§ Work to be completed:
The copy you produce must repeat each record exactly and contain no pictures.

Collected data
%%

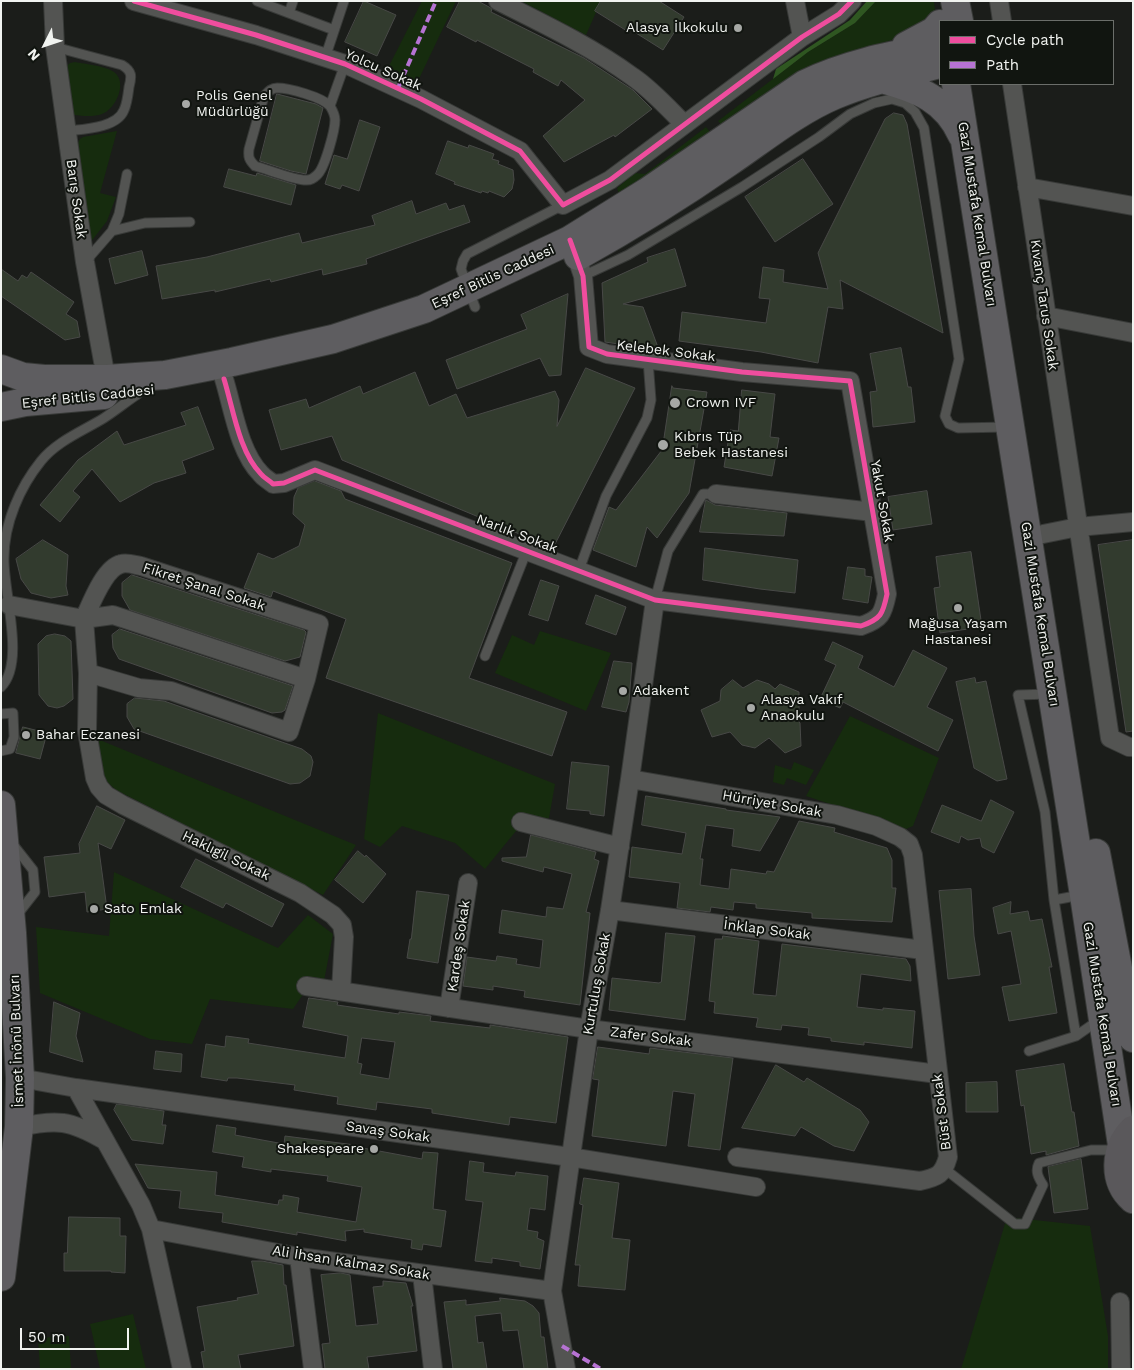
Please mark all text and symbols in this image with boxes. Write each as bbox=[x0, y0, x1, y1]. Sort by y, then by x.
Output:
north arrow bbox=[20, 20, 70, 70]
place label: Alasya İlkokulu bbox=[626, 20, 728, 36]
legend bbox=[939, 20, 1114, 85]
marker: Alasya İlkokulu bbox=[732, 22, 744, 34]
text: Cycle path bbox=[986, 31, 1064, 49]
text: N bbox=[24, 46, 43, 64]
street label: Yolcu Sokak bbox=[342, 46, 424, 94]
text: Path bbox=[986, 56, 1019, 74]
place label: Polis Genel Müdürlüğü bbox=[196, 88, 272, 120]
marker: Polis Genel Müdürlüğü bbox=[180, 98, 192, 110]
street label: Gazi Mustafa Kemal Bulvarı bbox=[954, 121, 1000, 307]
street label: Barış Sokak bbox=[62, 158, 90, 240]
street label: Kıvanç Tarus Sokak bbox=[1027, 239, 1061, 371]
street label: Eşref Bitlis Caddesi bbox=[429, 241, 557, 313]
street label: Kelebek Sokak bbox=[616, 337, 716, 365]
street label: Eşref Bitlis Caddesi bbox=[21, 382, 155, 412]
place label: Crown IVF bbox=[686, 395, 756, 411]
marker: Crown IVF bbox=[668, 396, 682, 410]
place label: Kıbrıs Tüp Bebek Hastanesi bbox=[674, 429, 788, 462]
marker: Kıbrıs Tüp Bebek Hastanesi bbox=[656, 438, 670, 452]
street label: Yakut Sokak bbox=[867, 459, 897, 543]
street label: Narlık Sokak bbox=[474, 511, 560, 557]
street label: Gazi Mustafa Kemal Bulvarı bbox=[1017, 521, 1063, 707]
street label: Fikret Şanal Sokak bbox=[141, 559, 267, 615]
marker: Mağusa Yaşam Hastanesi bbox=[952, 602, 964, 614]
place label: Mağusa Yaşam Hastanesi bbox=[908, 616, 1008, 648]
place label: Adakent bbox=[633, 683, 689, 699]
marker: Adakent bbox=[617, 685, 629, 697]
place label: Alasya Vakıf Anaokulu bbox=[761, 692, 842, 724]
marker: Alasya Vakıf Anaokulu bbox=[745, 702, 757, 714]
place label: Bahar Eczanesi bbox=[36, 727, 140, 743]
marker: Bahar Eczanesi bbox=[20, 729, 32, 741]
street label: Hürriyet Sokak bbox=[721, 787, 823, 821]
street label: Haklıgil Sokak bbox=[179, 828, 273, 884]
street label: Kardeş Sokak bbox=[444, 899, 474, 993]
place label: Sato Emlak bbox=[104, 901, 182, 917]
marker: Sato Emlak bbox=[88, 903, 100, 915]
street label: İnklap Sokak bbox=[723, 916, 811, 944]
street label: Gazi Mustafa Kemal Bulvarı bbox=[1079, 921, 1125, 1107]
street label: Kurtuluş Sokak bbox=[580, 932, 614, 1036]
street label: İsmet İnönü Bulvarı bbox=[6, 974, 28, 1108]
street label: Zafer Sokak bbox=[609, 1024, 693, 1050]
street label: Büst Sokak bbox=[929, 1073, 955, 1151]
street label: Savaş Sokak bbox=[345, 1118, 431, 1146]
place label: Shakespeare bbox=[277, 1141, 364, 1157]
marker: Shakespeare bbox=[368, 1143, 380, 1155]
street label: Ali İhsan Kalmaz Sokak bbox=[271, 1242, 431, 1284]
scale bar bbox=[22, 1318, 131, 1350]
text: 50 m bbox=[28, 1328, 65, 1346]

%%

§ Final answer:
Please mark all text and symbols in this image with boxes. Write each as bbox=[x0, y0, x1, y1]. Sort by y, then by x.
Output:
north arrow bbox=[20, 20, 70, 70]
place label: Alasya İlkokulu bbox=[626, 20, 728, 36]
legend bbox=[939, 20, 1114, 85]
marker: Alasya İlkokulu bbox=[732, 22, 744, 34]
text: Cycle path bbox=[986, 31, 1064, 49]
text: N bbox=[24, 46, 43, 64]
street label: Yolcu Sokak bbox=[342, 46, 424, 94]
text: Path bbox=[986, 56, 1019, 74]
place label: Polis Genel Müdürlüğü bbox=[196, 88, 272, 120]
marker: Polis Genel Müdürlüğü bbox=[180, 98, 192, 110]
street label: Gazi Mustafa Kemal Bulvarı bbox=[954, 121, 1000, 307]
street label: Barış Sokak bbox=[62, 158, 90, 240]
street label: Kıvanç Tarus Sokak bbox=[1027, 239, 1061, 371]
street label: Eşref Bitlis Caddesi bbox=[429, 241, 557, 313]
street label: Kelebek Sokak bbox=[616, 337, 716, 365]
street label: Eşref Bitlis Caddesi bbox=[21, 382, 155, 412]
place label: Crown IVF bbox=[686, 395, 756, 411]
marker: Crown IVF bbox=[668, 396, 682, 410]
place label: Kıbrıs Tüp Bebek Hastanesi bbox=[674, 429, 788, 462]
marker: Kıbrıs Tüp Bebek Hastanesi bbox=[656, 438, 670, 452]
street label: Yakut Sokak bbox=[867, 459, 897, 543]
street label: Narlık Sokak bbox=[474, 511, 560, 557]
street label: Gazi Mustafa Kemal Bulvarı bbox=[1017, 521, 1063, 707]
street label: Fikret Şanal Sokak bbox=[141, 559, 267, 615]
marker: Mağusa Yaşam Hastanesi bbox=[952, 602, 964, 614]
place label: Mağusa Yaşam Hastanesi bbox=[908, 616, 1008, 648]
place label: Adakent bbox=[633, 683, 689, 699]
marker: Adakent bbox=[617, 685, 629, 697]
place label: Alasya Vakıf Anaokulu bbox=[761, 692, 842, 724]
marker: Alasya Vakıf Anaokulu bbox=[745, 702, 757, 714]
place label: Bahar Eczanesi bbox=[36, 727, 140, 743]
marker: Bahar Eczanesi bbox=[20, 729, 32, 741]
street label: Hürriyet Sokak bbox=[721, 787, 823, 821]
street label: Haklıgil Sokak bbox=[179, 828, 273, 884]
street label: Kardeş Sokak bbox=[444, 899, 474, 993]
place label: Sato Emlak bbox=[104, 901, 182, 917]
marker: Sato Emlak bbox=[88, 903, 100, 915]
street label: İnklap Sokak bbox=[723, 916, 811, 944]
street label: Gazi Mustafa Kemal Bulvarı bbox=[1079, 921, 1125, 1107]
street label: Kurtuluş Sokak bbox=[580, 932, 614, 1036]
street label: İsmet İnönü Bulvarı bbox=[6, 974, 28, 1108]
street label: Zafer Sokak bbox=[609, 1024, 693, 1050]
street label: Büst Sokak bbox=[929, 1073, 955, 1151]
street label: Savaş Sokak bbox=[345, 1118, 431, 1146]
place label: Shakespeare bbox=[277, 1141, 364, 1157]
marker: Shakespeare bbox=[368, 1143, 380, 1155]
street label: Ali İhsan Kalmaz Sokak bbox=[271, 1242, 431, 1284]
scale bar bbox=[22, 1318, 131, 1350]
text: 50 m bbox=[28, 1328, 65, 1346]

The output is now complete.